Striding over to where Shanna sat, Calder felt a pang of guilt for listening in on her conversation. He immediately squashed it. If she wasn’t going on a date with Dominic, he wanted to be the first to know.

Shanna’s back was turned. She combed her fingers through her hair and Calder let his gaze drift as the long, soft tresses cascaded down her blue sweatshirt. He leaned against the plastic-and-fabric wall, wondering when she started wearing bulky clothes and how he was going to get her out of them.

“I realize that you’re busy,” Shanna continued in a hushed voice, “but if we want dinner reservations on Friday, we need to act now. Surely you must know of at least one restaurant.”

Calder now understood the reason for all the phone books blanketing her desk. If the creases, wrinkles, and impatient pen scrawls on the yellow pages were anything to go by, her search wasn’t going well.

He glanced around the cubicle and noticed the gigantic crystal vase stuffed with pink tulips. A cheerful bowl set next to him, overflowing with candy hearts. Valentine decorations dotted the boring beige wall. It was a hodgepodge of flowers, lace, and ribbons.

Any of those items would make Calder break out into hives. The combination should be deadly to him, but he wasn’t backing away, forming the sign of the cross with his fingers. It wasn’t his taste, but he liked the design because it was pure Shanna.

“Okay…okay…you ask around and let me know.
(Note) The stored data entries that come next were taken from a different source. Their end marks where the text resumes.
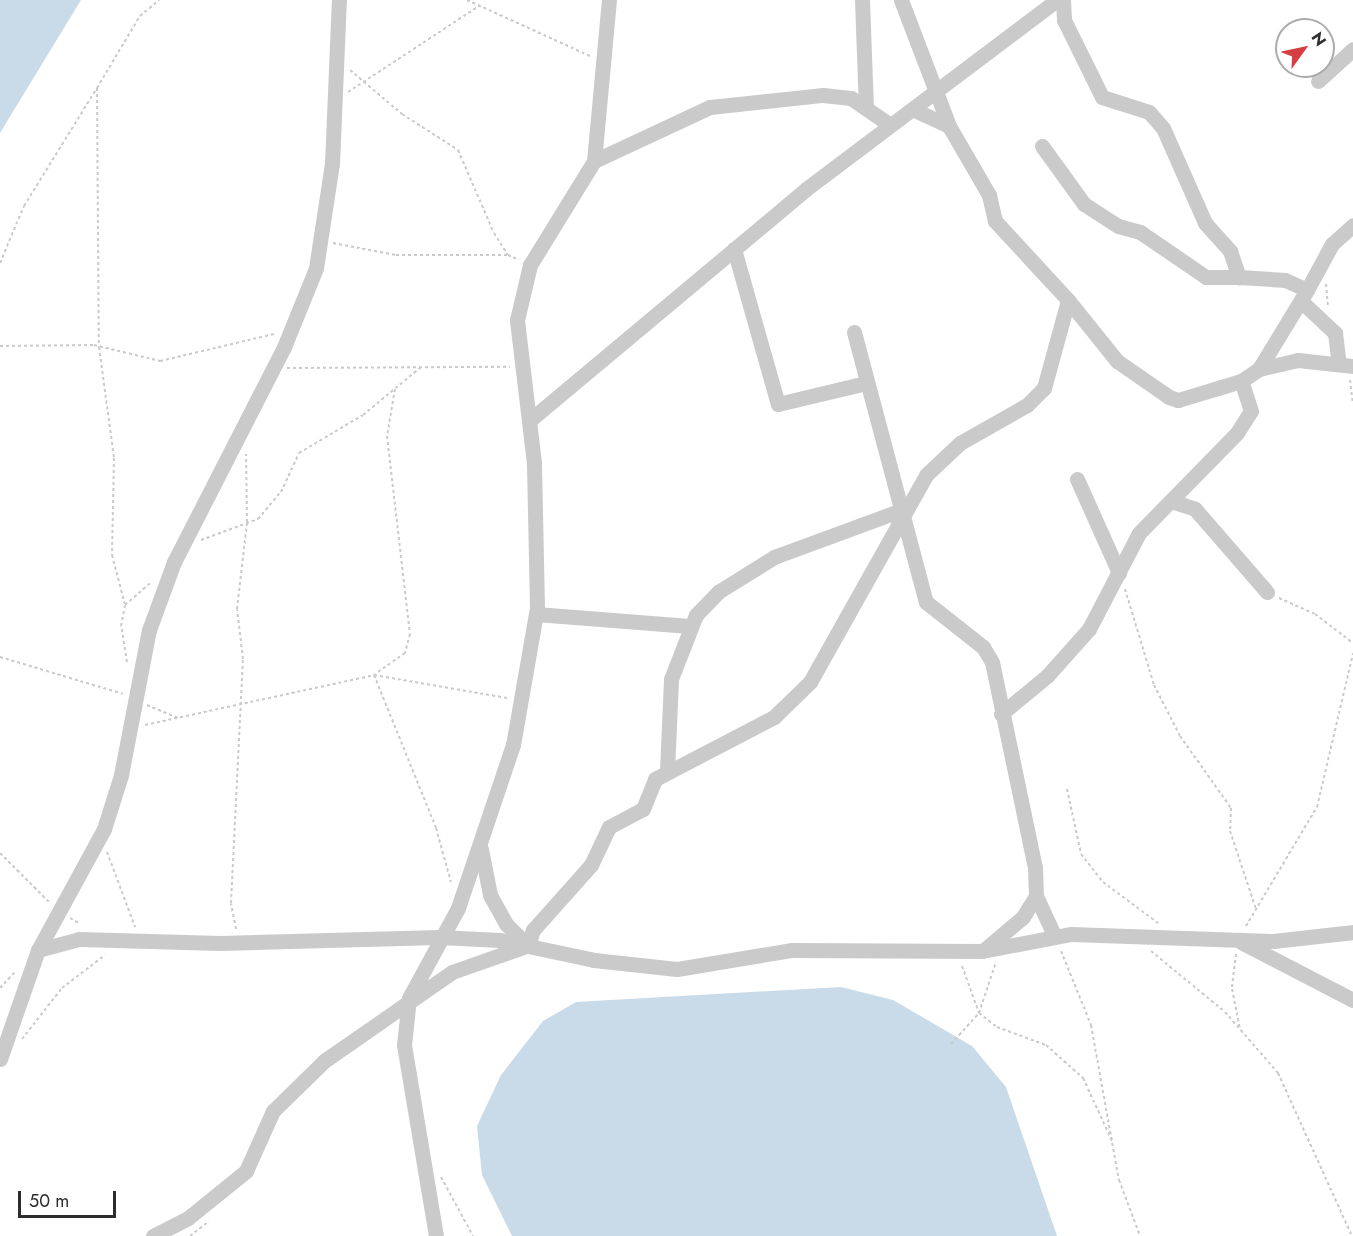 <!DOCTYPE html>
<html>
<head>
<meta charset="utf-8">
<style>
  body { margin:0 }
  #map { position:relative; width:1353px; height:1236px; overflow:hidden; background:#fff; font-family:Jost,sans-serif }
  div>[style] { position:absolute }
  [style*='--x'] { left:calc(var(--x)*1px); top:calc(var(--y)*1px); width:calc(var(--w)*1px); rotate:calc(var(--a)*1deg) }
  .water>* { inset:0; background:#c9dbe8 }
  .path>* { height:2px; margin-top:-1px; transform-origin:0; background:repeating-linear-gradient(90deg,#cacaca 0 3px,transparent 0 6px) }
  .minor>* { height:15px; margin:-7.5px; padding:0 7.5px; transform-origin:7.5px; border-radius:7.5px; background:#cacaca }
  span { translate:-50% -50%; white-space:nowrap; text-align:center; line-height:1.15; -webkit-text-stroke:6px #fff; paint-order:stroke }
  .north { position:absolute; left:1275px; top:18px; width:60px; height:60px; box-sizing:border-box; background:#fff; border:2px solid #ababab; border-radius:50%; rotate:57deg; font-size:16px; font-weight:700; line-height:24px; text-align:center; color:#2d2d2d }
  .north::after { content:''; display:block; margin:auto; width:21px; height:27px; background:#d53e42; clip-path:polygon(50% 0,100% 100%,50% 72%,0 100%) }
  .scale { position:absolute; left:18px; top:1191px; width:98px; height:27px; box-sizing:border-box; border:3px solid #2d2d2d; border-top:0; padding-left:8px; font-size:18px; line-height:21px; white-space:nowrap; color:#2d2d2d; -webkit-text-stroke:4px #fff; paint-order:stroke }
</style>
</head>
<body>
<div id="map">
  <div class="water">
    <div style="clip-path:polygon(0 0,81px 0,0 133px)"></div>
    <div style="clip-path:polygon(841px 987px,893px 1000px,972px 1046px,1006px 1087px,1057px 1236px,512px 1236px,482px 1175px,477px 1126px,501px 1075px,543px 1021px,576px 1002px)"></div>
  </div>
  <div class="path">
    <div style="--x:467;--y:0;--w:135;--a:24.5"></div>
    <div style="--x:350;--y:70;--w:68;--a:40.2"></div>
    <div style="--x:402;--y:114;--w:67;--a:32.7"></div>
    <div style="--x:458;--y:150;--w:90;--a:66.6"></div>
    <div style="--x:494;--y:233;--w:26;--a:58"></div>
    <div style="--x:508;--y:255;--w:12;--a:24"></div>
    <div style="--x:97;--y:88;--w:84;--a:-59.2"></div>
    <div style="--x:140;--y:16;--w:25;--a:-40"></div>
    <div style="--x:348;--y:92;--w:157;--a:-33.3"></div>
    <div style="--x:333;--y:243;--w:64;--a:10.8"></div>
    <div style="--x:396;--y:255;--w:112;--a:0"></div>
    <div style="--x:0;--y:263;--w:62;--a:-67.2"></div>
    <div style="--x:24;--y:206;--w:139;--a:-58.3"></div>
    <div style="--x:97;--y:88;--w:259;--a:89.6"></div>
    <div style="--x:99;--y:347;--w:112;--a:82.3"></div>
    <div style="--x:114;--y:458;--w:97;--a:91.2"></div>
    <div style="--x:112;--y:555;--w:52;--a:75.4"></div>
    <div style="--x:1326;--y:284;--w:21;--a:85"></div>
    <div style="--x:0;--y:346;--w:94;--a:-0.6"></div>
    <div style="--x:94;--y:345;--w:68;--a:13.6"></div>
    <div style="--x:160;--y:361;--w:117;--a:-13.3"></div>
    <div style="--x:287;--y:368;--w:223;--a:-0.3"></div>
    <div style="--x:1350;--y:380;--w:23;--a:83"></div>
    <div style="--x:395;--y:389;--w:48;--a:99.7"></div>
    <div style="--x:387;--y:436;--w:199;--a:83.4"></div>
    <div style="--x:410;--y:634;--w:20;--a:105"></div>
    <div style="--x:405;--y:653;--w:38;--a:145"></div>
    <div style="--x:374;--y:675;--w:165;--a:67.9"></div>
    <div style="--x:436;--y:828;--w:56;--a:74.5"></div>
    <div style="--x:201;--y:540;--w:61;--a:-20.2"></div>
    <div style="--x:258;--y:519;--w:35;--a:-50"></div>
    <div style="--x:281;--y:492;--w:43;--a:-65.2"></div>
    <div style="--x:299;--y:453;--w:74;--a:-30.7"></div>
    <div style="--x:363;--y:415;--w:75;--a:-39.6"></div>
    <div style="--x:1125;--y:589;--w:100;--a:73.2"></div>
    <div style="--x:1154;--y:685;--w:57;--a:63"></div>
    <div style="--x:1180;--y:736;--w:88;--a:54.7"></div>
    <div style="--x:1231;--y:808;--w:23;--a:92"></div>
    <div style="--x:1230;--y:831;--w:82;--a:71.6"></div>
    <div style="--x:1279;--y:598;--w:39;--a:24"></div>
    <div style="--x:1315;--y:614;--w:48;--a:37.3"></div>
    <div style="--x:0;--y:657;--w:128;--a:16.7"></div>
    <div style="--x:127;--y:662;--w:36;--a:-99"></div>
    <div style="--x:121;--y:626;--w:21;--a:-79"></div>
    <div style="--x:125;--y:605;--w:35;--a:-41"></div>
    <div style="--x:147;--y:705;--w:34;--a:23"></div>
    <div style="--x:145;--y:725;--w:234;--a:-12.3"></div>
    <div style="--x:374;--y:675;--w:135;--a:9.8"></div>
    <div style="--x:1067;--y:789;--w:66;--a:77.8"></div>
    <div style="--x:1081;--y:854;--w:36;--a:52"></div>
    <div style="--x:1103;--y:882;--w:69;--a:36.7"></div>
    <div style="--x:107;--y:852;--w:80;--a:69.5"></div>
    <div style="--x:0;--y:853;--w:69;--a:45"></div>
    <div style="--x:70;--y:918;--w:12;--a:31"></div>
    <div style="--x:1246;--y:926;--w:139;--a:-59.2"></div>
    <div style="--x:1317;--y:807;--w:158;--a:-76.8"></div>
    <div style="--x:236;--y:929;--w:26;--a:-101"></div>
    <div style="--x:231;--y:903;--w:244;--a:-87.2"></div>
    <div style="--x:243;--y:659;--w:50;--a:-96.8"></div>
    <div style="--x:237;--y:609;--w:88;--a:-83.4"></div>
    <div style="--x:247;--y:522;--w:68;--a:-90.8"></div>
    <div style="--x:1061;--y:951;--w:80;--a:67.9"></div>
    <div style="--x:1091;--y:1025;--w:158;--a:79.8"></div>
    <div style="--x:1119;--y:1180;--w:60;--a:69.4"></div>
    <div style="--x:1151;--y:951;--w:96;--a:39.5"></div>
    <div style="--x:1225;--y:1012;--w:81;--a:49"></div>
    <div style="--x:1278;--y:1073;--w:179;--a:65.6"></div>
    <div style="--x:1236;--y:954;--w:35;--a:97"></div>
    <div style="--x:1232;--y:989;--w:41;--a:78.7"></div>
    <div style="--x:962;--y:966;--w:50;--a:70.1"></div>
    <div style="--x:979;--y:1013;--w:23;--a:38"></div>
    <div style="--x:997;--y:1027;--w:52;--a:20.2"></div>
    <div style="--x:1046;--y:1045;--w:50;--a:41.7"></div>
    <div style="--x:1083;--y:1078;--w:72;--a:65.2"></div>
    <div style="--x:0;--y:988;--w:21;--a:-47"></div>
    <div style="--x:22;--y:1039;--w:65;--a:-51.9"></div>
    <div style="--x:62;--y:988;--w:54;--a:-37.5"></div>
    <div style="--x:951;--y:1044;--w:42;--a:-47.9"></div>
    <div style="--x:979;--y:1013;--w:54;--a:-71.6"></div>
    <div style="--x:441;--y:1177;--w:67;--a:61.5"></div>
    <div style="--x:190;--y:1236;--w:24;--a:-38"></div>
  </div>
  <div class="minor">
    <div style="--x:862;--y:0;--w:108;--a:87.9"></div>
    <div style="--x:901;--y:0;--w:135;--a:69.1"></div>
    <div style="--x:1063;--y:0;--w:20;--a:87"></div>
    <div style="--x:1064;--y:20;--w:86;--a:63.7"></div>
    <div style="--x:1102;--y:97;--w:49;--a:17.7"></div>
    <div style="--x:1149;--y:112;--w:21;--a:49"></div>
    <div style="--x:1163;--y:128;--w:104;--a:66.1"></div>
    <div style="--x:1205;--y:223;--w:38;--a:48"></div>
    <div style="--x:1230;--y:251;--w:28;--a:71"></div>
    <div style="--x:1239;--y:277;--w:46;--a:3.7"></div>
    <div style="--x:1285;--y:280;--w:24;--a:24"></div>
    <div style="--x:1307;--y:290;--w:92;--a:121.3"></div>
    <div style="--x:1259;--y:369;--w:22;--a:146"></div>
    <div style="--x:1318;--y:81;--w:47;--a:-42.4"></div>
    <div style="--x:1042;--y:146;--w:72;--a:54.1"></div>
    <div style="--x:1084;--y:204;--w:40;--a:32.9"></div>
    <div style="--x:1118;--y:226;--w:23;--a:15"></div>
    <div style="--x:1140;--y:232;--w:80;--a:34.3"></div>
    <div style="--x:1206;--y:277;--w:33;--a:0"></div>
    <div style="--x:594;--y:161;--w:128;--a:-25"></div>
    <div style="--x:710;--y:107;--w:114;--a:-6.1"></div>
    <div style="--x:823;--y:95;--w:28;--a:6"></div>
    <div style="--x:851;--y:98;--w:47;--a:34.7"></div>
    <div style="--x:734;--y:249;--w:161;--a:74.2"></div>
    <div style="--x:778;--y:404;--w:90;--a:-13.4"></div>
    <div style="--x:1307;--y:290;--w:52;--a:-61.5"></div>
    <div style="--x:1332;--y:244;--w:28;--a:-42"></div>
    <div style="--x:1301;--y:301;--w:47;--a:43.3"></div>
    <div style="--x:1335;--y:333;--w:31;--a:83"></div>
    <div style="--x:854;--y:332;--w:279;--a:75.1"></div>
    <div style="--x:926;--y:602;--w:73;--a:38.3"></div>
    <div style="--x:983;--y:647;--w:17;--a:59"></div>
    <div style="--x:992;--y:662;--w:209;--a:78.2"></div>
    <div style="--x:1035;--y:867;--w:29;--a:88"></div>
    <div style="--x:1036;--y:896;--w:25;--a:122"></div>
    <div style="--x:1023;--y:917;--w:51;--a:139.8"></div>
    <div style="--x:1259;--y:369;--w:40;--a:-13"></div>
    <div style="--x:1298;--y:360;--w:55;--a:6.2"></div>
    <div style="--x:530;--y:420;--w:360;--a:-39.9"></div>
    <div style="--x:806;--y:189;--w:314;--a:-37"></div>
    <div style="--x:1077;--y:479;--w:103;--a:65.9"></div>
    <div style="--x:1171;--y:501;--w:25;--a:18"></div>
    <div style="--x:1195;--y:509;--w:110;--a:49.1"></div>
    <div style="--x:536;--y:614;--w:154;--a:4.5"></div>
    <div style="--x:1001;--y:714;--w:60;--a:-39.6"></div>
    <div style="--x:1047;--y:676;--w:63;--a:-48.2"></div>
    <div style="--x:1089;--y:629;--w:108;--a:-62.5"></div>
    <div style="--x:1139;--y:533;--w:140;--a:-45.6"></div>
    <div style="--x:1237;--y:433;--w:26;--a:-58"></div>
    <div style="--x:1251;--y:411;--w:32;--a:-108"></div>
    <div style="--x:1241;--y:381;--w:66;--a:163.2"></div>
    <div style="--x:1178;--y:400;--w:9;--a:-162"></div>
    <div style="--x:1169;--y:397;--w:63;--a:-145.3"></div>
    <div style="--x:1117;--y:361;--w:78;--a:-128.8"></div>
    <div style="--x:667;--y:771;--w:92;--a:-87.5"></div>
    <div style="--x:671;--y:679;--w:69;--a:-68.7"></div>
    <div style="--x:696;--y:615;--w:32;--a:-46"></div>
    <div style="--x:718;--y:592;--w:66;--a:-32"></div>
    <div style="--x:774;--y:557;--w:136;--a:-20.2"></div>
    <div style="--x:481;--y:849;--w:47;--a:78.9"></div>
    <div style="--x:490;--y:895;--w:33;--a:61"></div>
    <div style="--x:506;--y:924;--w:31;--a:45"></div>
    <div style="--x:1036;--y:896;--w:45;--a:65.1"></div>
    <div style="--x:1241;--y:942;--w:126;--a:27.4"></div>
    <div style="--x:528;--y:946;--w:17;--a:-73"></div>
    <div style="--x:533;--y:930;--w:87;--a:-48.3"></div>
    <div style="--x:591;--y:865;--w:42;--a:-64.7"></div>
    <div style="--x:609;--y:827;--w:38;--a:-28"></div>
    <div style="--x:643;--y:809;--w:32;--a:-68"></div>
    <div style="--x:655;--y:779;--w:134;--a:-27.5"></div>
    <div style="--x:774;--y:717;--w:50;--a:-44.2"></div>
    <div style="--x:810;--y:682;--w:237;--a:-60.7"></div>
    <div style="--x:926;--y:475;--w:47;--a:-43.3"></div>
    <div style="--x:960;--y:443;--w:77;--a:-29.6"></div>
    <div style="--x:1027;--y:405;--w:24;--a:-45"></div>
    <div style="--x:1044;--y:388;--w:91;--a:-74.7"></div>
    <div style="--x:1068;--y:300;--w:108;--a:-132.7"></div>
    <div style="--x:995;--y:221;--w:27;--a:-103"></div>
    <div style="--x:989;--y:195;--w:80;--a:-120.1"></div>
    <div style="--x:949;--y:126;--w:40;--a:-155"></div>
    <div style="--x:38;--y:950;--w:42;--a:-15"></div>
    <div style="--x:79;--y:939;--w:141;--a:1.6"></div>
    <div style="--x:220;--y:943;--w:219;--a:-1.6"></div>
    <div style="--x:439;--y:937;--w:61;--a:2.8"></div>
    <div style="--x:500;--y:940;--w:96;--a:12"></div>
    <div style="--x:594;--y:960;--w:83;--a:6.2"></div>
    <div style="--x:677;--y:969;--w:117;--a:-9.4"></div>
    <div style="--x:792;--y:950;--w:190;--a:0.3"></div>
    <div style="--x:982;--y:951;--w:91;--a:-10.8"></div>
    <div style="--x:1071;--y:934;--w:202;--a:2"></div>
    <div style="--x:1273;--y:941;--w:81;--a:-6.4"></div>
    <div style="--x:0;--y:1059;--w:115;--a:-70.8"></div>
    <div style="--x:38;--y:950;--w:138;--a:-61.4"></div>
    <div style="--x:104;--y:829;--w:57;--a:-72.5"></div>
    <div style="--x:121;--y:775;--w:148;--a:-79.1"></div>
    <div style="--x:149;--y:630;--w:72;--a:-69.8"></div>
    <div style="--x:174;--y:562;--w:242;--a:-62.9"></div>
    <div style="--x:284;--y:347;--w:85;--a:-67.9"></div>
    <div style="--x:316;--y:268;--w:105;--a:-81.3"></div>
    <div style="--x:332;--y:164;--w:164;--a:-87.6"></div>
    <div style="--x:153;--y:1236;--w:39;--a:-27"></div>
    <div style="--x:188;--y:1218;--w:75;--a:-39"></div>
    <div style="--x:246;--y:1171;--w:66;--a:-65.8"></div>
    <div style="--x:273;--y:1111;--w:71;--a:-44.4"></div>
    <div style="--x:324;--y:1061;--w:156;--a:-34.8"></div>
    <div style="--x:452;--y:972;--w:75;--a:-19.4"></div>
    <div style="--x:436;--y:1236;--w:194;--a:-99.5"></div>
    <div style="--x:404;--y:1045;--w:47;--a:-83.9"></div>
    <div style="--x:409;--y:998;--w:102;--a:-61.4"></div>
    <div style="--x:458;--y:908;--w:172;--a:-71.4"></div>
    <div style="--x:513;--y:745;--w:139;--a:-80.1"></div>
    <div style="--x:537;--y:608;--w:145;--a:-91.2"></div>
    <div style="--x:534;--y:463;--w:144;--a:-96.8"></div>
    <div style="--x:517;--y:320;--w:57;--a:-76.7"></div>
    <div style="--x:530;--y:265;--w:122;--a:-58.4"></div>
    <div style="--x:594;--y:161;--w:162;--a:-84.7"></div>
  </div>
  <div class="north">N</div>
  <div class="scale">50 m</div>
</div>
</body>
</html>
Okay…talk to you later. ’Bye!” She hung up the phone and muttered, “Ask around. Like that’s going to happen.”

“Problem?”

Shanna yelped and jumped. She swiveled her chair around, her eyes widening when she saw him. “Calder. I didn’t see you.”

Whatever happened to her ability of knowing the moment he stepped into the room? When she knew exactly where he was and what he was doing? He hadn’t believed in all that lover mumbo jumbo while they were together. Now he missed the intuitive connection they once shared.

Once? Nah. They still had it. It was rusty, that’s all. “What’s up?”

“Nothing.” She shook her head and immediately changed the subject. “If you’re looking for Angie, she’s still at lunch.”

Nothing? Yeah, right. That was another thing he was surprised he missed. She used to be very open with him. Told him everything, whether he wanted to hear it or not.

“Your reservations fell through?” he asked.

“Something like that.” Her eyelids drooped but Calder caught the disappointment she was trying to mask. Shanna twitched her mouth to one side. Like she was undecided about something. “You…” she paused, sinking the edge of her teeth into her bottom lip.

Calder felt the buzz as he stared at her mouth. Shanna did the sexiest things and never seemed aware of it. God help him when she was being seductive on purpose. “What?”

She drew back at his harsh tone. “Never mind. I’ll ask someone else if they can recommend a nice restaurant.”

Calder stood immobile. He didn’t think he heard correctly. Shanna wanted restaurant recommendations from him to go with
another man
?

The caveman impulses roared through him. He clenched his teeth until they threatened to shatter. “What do you mean by
nice?
” Did he just growl? He needed to pull back before all those weeks of patience were wasted.